Moody’s international ratings agency has said that it will let stand Israel’s sovereign rating at A1, while noting the country’s volatile political climate.
In a 31-page assessment released at the end of last week, Moody’s said: “We have witnessed a deterioration in fiscal policy effectiveness in recent years, driven in part by a more polarized political environment.
It continued, “Politicians have increasingly sought to challenge the country’s judicial system which may, over time, reduce the effectiveness of the courts to act as a check on the exercise of government power. At the same time, public confidence in the country’s politicians has been eroding as Israeli leaders have been at the center of a number of scandals involving bribery and abuse of power.”
In response, Finance Minister Yisrael Katz said: “The company believes in the strength of the Israeli economy and in its ability to recover rapidly from the crisis. In addition, Israel’s macroeconomic policy and the aid given by the state to its citizens are given positive mention.
“I shall continue to assist business owners, the self-employed, and salaried workers and provide them with solutions in this period, and at the same time I will promote approval of the 2021 state budget, alongside a series of laws on economic arrangements and reforms that will benefit Israel’s economy and citizens.”
Katz met with Defense Minister Benny Gantz on Sunday to try to resolve the budget issue, which threatens to bring down the government.
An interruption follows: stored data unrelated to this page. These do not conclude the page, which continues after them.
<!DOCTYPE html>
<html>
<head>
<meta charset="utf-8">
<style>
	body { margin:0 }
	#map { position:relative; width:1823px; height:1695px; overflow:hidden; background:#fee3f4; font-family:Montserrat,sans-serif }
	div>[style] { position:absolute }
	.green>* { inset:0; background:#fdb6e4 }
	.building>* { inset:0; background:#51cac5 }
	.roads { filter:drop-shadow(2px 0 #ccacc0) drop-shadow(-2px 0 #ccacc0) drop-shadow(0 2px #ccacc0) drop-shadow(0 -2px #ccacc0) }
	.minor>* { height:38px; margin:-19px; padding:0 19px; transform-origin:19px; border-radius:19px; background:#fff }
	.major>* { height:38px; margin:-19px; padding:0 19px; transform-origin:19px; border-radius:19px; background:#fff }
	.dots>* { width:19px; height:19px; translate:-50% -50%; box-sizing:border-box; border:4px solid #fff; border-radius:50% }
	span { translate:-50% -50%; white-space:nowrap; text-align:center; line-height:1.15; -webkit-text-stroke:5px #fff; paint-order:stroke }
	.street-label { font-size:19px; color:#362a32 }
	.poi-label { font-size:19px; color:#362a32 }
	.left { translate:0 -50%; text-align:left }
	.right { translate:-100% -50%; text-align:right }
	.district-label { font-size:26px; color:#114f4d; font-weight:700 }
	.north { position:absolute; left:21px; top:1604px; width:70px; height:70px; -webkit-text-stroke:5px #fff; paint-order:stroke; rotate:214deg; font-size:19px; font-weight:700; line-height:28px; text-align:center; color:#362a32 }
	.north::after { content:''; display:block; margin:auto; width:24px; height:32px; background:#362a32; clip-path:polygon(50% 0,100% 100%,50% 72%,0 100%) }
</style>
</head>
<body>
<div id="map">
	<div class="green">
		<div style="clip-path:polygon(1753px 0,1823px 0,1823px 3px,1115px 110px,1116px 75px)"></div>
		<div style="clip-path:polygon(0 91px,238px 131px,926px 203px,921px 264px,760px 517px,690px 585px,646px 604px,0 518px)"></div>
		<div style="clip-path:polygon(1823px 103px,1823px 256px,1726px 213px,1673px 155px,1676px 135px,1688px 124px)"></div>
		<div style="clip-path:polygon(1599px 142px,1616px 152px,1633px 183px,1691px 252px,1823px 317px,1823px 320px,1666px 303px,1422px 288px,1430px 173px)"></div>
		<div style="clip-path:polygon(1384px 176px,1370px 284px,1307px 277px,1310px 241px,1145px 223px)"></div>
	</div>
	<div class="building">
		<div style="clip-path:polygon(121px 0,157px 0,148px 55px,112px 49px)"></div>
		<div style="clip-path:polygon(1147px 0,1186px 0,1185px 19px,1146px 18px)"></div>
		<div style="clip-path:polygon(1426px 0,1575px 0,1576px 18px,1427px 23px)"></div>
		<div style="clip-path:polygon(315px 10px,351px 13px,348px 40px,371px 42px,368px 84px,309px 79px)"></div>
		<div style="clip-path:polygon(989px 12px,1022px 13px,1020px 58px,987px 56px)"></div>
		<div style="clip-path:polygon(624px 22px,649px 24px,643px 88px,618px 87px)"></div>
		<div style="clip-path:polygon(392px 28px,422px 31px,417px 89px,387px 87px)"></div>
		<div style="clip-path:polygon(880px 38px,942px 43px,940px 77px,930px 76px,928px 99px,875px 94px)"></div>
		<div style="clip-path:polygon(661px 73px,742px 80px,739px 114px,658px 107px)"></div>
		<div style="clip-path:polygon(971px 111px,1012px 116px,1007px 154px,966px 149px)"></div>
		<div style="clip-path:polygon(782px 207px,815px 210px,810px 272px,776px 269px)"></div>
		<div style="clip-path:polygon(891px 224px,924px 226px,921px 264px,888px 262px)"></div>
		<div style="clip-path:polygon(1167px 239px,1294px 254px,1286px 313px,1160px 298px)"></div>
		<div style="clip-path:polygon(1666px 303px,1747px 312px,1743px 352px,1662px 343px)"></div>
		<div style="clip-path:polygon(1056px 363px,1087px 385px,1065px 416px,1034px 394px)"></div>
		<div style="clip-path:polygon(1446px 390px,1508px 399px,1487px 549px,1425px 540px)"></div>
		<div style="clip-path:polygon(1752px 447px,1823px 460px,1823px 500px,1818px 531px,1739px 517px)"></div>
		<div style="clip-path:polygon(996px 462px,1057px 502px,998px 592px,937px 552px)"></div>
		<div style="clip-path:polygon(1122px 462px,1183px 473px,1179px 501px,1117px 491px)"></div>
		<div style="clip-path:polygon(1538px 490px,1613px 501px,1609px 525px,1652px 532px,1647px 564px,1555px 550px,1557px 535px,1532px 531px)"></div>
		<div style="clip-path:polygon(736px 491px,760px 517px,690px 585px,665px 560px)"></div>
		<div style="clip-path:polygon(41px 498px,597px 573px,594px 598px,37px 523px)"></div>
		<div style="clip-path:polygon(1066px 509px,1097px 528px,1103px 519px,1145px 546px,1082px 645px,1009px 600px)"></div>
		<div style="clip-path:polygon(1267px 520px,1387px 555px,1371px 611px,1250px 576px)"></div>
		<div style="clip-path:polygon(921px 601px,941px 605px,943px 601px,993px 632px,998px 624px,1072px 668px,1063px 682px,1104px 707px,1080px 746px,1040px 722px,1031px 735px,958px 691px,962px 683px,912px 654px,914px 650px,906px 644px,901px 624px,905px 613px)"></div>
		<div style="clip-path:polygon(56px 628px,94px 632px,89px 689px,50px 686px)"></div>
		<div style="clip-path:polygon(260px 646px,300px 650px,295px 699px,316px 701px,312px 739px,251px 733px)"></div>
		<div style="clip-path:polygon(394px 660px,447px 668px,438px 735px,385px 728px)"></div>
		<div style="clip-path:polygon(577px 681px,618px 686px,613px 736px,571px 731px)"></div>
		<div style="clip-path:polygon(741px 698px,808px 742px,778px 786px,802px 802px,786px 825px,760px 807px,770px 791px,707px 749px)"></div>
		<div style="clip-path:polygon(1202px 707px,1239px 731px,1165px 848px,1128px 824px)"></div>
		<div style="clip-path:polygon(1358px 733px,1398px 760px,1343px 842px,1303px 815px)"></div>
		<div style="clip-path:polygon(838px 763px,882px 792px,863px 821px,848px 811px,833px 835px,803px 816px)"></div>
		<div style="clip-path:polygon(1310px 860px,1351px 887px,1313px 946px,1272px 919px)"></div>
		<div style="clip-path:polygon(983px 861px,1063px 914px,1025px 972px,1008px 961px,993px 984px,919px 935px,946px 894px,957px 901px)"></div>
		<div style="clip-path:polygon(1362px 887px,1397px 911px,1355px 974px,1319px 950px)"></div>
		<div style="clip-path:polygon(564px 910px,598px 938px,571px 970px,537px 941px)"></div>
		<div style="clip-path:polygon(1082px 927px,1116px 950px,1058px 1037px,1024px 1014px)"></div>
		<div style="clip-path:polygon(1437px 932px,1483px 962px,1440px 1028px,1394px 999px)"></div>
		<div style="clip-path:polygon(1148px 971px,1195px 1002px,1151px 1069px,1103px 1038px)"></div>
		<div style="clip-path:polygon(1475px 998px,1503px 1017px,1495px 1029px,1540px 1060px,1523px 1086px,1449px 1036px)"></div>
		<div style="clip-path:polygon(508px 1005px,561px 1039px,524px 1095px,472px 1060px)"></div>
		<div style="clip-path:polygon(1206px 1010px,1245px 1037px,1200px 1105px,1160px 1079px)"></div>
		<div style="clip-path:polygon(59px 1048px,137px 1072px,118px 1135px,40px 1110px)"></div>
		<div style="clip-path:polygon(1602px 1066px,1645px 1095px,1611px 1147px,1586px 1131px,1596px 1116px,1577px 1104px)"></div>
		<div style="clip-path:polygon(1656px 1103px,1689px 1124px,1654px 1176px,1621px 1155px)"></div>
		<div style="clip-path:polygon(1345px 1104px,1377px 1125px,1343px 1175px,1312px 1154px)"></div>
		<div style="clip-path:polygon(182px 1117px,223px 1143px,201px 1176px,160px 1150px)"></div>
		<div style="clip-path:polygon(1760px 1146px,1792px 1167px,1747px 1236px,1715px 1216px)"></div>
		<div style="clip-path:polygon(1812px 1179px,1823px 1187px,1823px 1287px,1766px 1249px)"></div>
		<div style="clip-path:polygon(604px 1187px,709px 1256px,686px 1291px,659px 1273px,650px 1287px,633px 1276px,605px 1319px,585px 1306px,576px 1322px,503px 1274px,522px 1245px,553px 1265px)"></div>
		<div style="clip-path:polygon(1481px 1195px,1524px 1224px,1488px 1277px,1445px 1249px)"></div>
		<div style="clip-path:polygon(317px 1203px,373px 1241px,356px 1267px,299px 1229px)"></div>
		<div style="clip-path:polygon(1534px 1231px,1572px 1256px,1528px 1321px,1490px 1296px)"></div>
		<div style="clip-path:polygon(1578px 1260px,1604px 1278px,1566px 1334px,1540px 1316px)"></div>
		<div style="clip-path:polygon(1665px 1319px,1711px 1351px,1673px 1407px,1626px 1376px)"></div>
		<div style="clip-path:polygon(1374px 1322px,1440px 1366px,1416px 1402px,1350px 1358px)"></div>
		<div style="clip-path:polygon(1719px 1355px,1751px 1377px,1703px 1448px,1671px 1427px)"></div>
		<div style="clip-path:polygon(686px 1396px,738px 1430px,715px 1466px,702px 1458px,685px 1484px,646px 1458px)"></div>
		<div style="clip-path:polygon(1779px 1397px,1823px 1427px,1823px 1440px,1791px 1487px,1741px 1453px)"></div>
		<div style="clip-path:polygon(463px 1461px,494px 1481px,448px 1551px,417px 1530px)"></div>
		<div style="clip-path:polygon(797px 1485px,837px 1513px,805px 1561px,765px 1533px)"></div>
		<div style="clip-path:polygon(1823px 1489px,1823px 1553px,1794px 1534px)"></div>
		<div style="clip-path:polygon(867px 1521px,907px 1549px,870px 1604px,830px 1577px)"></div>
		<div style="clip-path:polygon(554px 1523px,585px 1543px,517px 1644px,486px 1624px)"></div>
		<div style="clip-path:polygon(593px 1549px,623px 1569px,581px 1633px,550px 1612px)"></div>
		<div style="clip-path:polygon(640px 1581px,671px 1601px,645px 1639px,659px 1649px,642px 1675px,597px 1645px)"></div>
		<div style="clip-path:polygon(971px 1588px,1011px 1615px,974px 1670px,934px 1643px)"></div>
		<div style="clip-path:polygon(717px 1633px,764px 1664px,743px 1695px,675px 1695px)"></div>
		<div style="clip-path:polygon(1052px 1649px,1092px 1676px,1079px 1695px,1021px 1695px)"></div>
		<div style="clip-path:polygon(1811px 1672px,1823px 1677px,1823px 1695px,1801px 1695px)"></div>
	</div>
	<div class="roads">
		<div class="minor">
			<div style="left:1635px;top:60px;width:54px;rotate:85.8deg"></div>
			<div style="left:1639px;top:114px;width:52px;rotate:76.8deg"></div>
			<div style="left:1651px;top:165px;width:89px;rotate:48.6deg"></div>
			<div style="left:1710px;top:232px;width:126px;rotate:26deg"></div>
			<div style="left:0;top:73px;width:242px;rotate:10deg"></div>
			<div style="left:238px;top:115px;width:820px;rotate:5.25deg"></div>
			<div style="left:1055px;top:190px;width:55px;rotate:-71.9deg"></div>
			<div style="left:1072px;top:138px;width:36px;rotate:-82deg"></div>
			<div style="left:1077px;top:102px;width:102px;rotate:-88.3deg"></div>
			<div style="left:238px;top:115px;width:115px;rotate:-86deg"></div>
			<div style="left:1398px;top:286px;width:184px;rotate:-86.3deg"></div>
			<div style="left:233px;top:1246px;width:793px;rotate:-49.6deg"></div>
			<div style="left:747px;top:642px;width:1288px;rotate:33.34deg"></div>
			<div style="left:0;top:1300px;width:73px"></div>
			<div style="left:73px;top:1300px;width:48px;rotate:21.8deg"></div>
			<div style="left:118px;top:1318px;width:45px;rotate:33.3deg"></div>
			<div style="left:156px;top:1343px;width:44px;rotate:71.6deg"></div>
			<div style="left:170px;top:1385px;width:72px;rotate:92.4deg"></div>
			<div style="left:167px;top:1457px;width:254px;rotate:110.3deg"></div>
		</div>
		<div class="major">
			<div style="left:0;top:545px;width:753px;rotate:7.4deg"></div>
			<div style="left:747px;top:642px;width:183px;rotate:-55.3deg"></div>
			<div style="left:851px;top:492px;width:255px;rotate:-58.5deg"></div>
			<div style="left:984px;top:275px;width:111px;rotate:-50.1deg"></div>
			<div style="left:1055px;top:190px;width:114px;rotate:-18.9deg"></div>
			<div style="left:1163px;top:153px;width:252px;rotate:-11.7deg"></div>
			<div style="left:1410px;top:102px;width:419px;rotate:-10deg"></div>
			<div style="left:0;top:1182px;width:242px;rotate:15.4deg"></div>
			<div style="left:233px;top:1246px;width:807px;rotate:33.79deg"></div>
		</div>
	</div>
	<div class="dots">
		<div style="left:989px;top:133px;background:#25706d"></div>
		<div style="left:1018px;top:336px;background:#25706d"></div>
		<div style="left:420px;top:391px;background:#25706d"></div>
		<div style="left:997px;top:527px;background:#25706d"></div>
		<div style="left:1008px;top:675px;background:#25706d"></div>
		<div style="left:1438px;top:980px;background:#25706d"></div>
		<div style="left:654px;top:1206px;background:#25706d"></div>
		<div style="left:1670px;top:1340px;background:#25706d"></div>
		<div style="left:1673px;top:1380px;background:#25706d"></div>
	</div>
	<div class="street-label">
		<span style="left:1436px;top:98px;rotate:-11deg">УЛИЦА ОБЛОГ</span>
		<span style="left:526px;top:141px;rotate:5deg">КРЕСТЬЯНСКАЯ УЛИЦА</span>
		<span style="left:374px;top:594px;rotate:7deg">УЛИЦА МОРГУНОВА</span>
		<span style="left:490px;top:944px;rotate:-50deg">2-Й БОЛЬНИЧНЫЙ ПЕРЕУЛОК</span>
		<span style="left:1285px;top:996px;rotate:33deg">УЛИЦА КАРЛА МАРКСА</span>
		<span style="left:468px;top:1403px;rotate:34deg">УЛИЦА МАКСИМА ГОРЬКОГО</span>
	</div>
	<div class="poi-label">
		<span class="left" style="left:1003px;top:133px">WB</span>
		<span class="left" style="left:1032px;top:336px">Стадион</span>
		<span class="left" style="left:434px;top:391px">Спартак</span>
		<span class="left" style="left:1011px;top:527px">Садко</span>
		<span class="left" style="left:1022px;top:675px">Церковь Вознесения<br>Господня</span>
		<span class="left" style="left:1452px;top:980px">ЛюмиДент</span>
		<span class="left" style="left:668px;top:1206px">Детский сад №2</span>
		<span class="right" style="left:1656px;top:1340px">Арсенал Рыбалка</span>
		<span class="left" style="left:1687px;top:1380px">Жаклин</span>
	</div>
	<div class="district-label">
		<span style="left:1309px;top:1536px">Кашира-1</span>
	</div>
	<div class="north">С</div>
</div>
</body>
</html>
If a new state budget is not passed by December 23, the country will automatically go to elections, the fourth time in two years.
Globes explained apparent contradiction of a high credit rating with the devastating economic effects of the pandemic, including high unemployment, ballooning government debt and no state budget.
The answer, it said, is that “a sovereign credit rating is meant to answer one simple question: What is the likelihood that a country will not repay its debts when they come due? To answer that question, the credit rating agencies have built complex methodologies to assess the ability and will of a country to repay its debts under various headings: economic strength, quality of government institutions, debt management policy, and the ability of the economy to withstand external shocks.
“Of the four main criteria making up the rating, Israel is awarded a higher score for economic growth than its overall rating. It receives the same score as its overall rating for quality of government, and a score lower than its overall rating for level of debt and the various risks, among them political risk. Nevertheless, despite the low score, the level of political risk in Israel is not rated worse than the median score for countries with similar overall ratings, in Moody’s system.”
In other words, despite serious problems, Israel is, at least for the time, being, still a good risk.